1993 Rajasthan Legislative Assembly election: Gudamalani
| Party |  | Candidate | Votes | % | ±% |
|---|---|---|---|---|---|
|  | INC | Parasram Maderna | 44,680 | 55.17 |  |
|  | BJP | Satya Pal | 29,348 | 36.24 |  |
|  | JD | Hariram Karwasra | 2,994 | 3.70 |  |
|  | Independent | Bhikharam Meghwansi | 1,922 | 2.37 |  |
|  | Independent | Mangilal Kabli | 1,220 | 1.51 |  |
|  | Doordarshi Party | Jawala Prasad | 723 | 0.89 |  |
|  | Independent | Khetaram Meghwal | 100 | 0.12 |  |
| Majority |  |  | 15,332 | 18.93 | −17.85 |
| Turnout |  |  | 80,987 | 55.59 | +7 |
|  | INC gain from JD |  | Swing |  |  |

1998 Rajasthan Legislative Assembly election: Bhopalgarh
| Party |  | Candidate | Votes | % | ±% |
|---|---|---|---|---|---|
|  | INC | Parasram Maderna | 57,312 | 54.81 |  |
|  | BJP | Bhairaram Chaudhary | 33,566 | 32.10 |  |
|  | BSP | Mana Ram | 11,622 | 11.12 |  |
|  | BKD(J) | Sohan Ram | 1,645 | 1.57 |  |
|  | Independent | Fagloo Ram | 415 | 0.40 |  |
| Majority |  |  | 23,746 | 22.71 | +5.28 |
| Turnout |  |  | 1,04,560 | 66.38 | +6.74 |
|  | INC hold |  | Swing |  |  |

==Death==
Maderna died on 16 February 2014, at the age of 87, due to respiratory failure. He was admitted to SMS Hospital after complaining of breathing problems and swelling in his legs and stomach.
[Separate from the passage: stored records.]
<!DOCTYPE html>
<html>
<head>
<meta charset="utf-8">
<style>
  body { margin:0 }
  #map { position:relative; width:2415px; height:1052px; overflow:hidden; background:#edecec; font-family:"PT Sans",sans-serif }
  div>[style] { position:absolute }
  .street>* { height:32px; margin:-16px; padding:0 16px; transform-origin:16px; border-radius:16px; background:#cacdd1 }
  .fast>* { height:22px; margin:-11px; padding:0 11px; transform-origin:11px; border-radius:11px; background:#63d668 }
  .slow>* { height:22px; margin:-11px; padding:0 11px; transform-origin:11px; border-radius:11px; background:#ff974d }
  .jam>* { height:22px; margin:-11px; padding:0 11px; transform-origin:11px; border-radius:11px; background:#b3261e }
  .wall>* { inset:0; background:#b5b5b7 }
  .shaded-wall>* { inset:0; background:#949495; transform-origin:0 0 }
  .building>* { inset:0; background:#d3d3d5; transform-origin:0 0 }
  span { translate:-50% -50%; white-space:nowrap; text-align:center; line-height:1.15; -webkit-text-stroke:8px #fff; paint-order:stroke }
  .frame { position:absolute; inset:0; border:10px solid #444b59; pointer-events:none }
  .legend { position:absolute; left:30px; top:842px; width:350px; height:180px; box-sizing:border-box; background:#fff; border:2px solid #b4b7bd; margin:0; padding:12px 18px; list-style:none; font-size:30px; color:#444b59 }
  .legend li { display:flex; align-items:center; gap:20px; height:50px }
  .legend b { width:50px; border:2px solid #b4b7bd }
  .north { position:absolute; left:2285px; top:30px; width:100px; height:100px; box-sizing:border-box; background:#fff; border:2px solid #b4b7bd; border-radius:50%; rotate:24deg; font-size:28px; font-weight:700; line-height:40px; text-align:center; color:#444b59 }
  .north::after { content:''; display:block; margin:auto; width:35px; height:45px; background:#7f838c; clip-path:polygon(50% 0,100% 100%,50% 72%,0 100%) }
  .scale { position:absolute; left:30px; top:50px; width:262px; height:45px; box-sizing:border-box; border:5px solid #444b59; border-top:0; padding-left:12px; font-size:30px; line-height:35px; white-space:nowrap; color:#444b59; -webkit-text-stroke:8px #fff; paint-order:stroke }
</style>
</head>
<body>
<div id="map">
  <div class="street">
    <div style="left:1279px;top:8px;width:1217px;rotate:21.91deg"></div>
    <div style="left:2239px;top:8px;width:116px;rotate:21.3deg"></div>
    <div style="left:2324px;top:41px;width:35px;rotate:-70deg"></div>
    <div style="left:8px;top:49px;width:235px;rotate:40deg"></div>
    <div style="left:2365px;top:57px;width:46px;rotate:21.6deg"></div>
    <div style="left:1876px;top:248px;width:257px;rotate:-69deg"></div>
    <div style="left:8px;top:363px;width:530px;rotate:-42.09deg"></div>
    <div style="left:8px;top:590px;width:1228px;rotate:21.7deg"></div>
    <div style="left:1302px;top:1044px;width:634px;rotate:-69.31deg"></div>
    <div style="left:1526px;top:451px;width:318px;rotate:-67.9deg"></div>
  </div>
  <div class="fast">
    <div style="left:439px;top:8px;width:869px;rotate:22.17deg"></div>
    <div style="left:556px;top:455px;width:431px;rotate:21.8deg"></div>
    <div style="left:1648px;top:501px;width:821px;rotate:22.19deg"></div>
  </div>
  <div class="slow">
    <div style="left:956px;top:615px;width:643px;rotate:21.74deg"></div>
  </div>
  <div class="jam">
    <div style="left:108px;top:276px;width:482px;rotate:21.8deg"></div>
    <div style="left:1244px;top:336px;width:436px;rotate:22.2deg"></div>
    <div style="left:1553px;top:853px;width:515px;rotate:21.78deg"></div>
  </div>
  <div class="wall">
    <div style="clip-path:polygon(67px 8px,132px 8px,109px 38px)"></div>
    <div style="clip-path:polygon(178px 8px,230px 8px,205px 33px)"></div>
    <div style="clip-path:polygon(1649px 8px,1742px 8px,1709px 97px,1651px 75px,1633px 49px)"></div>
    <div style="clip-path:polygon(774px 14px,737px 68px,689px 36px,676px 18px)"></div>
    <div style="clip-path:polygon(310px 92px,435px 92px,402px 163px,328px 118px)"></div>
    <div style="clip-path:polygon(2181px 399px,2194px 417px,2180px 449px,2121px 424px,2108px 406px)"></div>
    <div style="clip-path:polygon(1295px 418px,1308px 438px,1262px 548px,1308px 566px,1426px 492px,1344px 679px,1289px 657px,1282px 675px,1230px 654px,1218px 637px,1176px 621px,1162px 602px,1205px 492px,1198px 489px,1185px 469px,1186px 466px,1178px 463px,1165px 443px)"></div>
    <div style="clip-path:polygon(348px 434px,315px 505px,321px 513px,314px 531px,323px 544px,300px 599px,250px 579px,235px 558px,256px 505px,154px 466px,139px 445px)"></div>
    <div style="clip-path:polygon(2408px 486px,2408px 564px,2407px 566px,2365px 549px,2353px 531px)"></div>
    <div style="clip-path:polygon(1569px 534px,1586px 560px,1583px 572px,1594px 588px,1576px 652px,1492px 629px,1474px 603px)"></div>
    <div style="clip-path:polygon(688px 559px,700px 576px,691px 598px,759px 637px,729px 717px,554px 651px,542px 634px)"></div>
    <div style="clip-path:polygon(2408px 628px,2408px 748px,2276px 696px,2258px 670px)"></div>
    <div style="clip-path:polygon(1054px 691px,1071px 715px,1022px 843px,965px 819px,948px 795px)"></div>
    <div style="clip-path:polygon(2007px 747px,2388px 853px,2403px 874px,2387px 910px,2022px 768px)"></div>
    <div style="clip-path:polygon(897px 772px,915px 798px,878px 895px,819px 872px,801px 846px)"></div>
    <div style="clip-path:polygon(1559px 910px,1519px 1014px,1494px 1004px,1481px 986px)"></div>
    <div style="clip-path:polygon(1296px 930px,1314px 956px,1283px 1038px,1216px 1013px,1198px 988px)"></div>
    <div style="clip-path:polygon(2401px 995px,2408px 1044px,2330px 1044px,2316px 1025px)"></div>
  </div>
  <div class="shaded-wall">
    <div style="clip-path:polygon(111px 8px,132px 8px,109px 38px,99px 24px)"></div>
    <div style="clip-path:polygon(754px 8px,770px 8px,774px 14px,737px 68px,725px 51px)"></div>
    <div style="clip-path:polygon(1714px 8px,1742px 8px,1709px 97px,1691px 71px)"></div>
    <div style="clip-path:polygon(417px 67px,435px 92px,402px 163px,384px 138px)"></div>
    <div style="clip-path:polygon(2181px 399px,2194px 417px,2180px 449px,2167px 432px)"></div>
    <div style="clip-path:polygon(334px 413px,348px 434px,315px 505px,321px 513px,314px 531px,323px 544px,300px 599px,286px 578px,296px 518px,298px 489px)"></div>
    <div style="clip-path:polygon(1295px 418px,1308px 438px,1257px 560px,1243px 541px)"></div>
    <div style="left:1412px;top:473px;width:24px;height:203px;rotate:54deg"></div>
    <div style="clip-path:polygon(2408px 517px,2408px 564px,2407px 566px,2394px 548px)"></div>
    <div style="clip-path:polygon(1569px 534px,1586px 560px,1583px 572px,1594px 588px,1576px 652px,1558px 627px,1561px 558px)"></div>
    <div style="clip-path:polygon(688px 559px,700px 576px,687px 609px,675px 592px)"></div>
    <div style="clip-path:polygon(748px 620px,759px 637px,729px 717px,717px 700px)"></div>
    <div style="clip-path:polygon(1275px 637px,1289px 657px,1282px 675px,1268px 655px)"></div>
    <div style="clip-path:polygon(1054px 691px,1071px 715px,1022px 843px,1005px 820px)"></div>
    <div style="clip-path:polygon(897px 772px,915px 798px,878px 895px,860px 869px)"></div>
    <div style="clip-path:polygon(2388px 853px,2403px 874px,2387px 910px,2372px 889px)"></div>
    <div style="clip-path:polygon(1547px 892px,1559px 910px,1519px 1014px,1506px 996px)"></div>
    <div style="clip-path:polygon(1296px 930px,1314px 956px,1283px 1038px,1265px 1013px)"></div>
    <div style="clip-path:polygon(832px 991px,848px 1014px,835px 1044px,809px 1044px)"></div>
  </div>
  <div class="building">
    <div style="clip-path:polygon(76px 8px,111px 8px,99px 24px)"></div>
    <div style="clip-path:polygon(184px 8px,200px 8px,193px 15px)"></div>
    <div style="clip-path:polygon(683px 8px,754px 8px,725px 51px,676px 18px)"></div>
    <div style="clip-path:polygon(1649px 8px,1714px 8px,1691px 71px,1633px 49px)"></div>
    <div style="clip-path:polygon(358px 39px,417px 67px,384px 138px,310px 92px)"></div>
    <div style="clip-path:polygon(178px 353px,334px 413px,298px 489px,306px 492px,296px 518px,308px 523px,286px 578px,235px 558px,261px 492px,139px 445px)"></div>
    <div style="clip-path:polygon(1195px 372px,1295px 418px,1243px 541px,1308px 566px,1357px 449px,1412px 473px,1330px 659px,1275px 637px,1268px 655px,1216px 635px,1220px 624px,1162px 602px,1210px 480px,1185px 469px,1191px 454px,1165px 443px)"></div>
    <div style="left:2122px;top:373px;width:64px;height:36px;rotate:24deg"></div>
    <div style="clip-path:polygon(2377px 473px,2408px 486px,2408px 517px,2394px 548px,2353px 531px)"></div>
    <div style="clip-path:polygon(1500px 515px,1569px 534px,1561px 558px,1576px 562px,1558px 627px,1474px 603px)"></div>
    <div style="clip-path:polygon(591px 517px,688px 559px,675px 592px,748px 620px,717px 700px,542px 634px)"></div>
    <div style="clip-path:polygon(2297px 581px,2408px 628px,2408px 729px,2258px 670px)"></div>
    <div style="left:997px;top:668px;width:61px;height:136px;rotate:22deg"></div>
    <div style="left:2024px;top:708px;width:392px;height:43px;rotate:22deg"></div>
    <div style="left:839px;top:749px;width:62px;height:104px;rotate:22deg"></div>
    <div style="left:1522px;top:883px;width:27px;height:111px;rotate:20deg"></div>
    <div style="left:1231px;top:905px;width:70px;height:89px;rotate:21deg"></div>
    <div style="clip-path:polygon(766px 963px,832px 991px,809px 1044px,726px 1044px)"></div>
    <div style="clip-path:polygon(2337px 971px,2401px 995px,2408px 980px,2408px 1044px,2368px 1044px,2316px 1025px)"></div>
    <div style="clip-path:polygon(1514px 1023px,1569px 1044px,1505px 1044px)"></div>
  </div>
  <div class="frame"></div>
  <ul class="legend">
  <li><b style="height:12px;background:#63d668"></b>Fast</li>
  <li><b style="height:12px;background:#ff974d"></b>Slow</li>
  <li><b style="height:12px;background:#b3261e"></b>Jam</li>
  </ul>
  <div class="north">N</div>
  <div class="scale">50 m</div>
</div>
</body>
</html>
He was suffering from osteoarthritis, sepsis, and diabetes. Multiple dignitaries, including the then Chief Minister Vasundhara Raje, Gujarat Governor Kamla Beniwal, Union Minister Lal Chand Kataria, and AICC's general secretary C. P. Joshi, paid homage to him once his body was brought to his residence. He was cremated by his son Mahipal Maderna the next day in his native village Chadi, Jodhpur. Other than MLAs and MPs, his funeral was attended by the then chief minister of Haryana Bhupinder Singh Hooda, former chief minister Ashok Gehlot, Sachin Pilot, and the then Rajasthan Legislative Assembly Speaker Kailash Chandra Meghwal.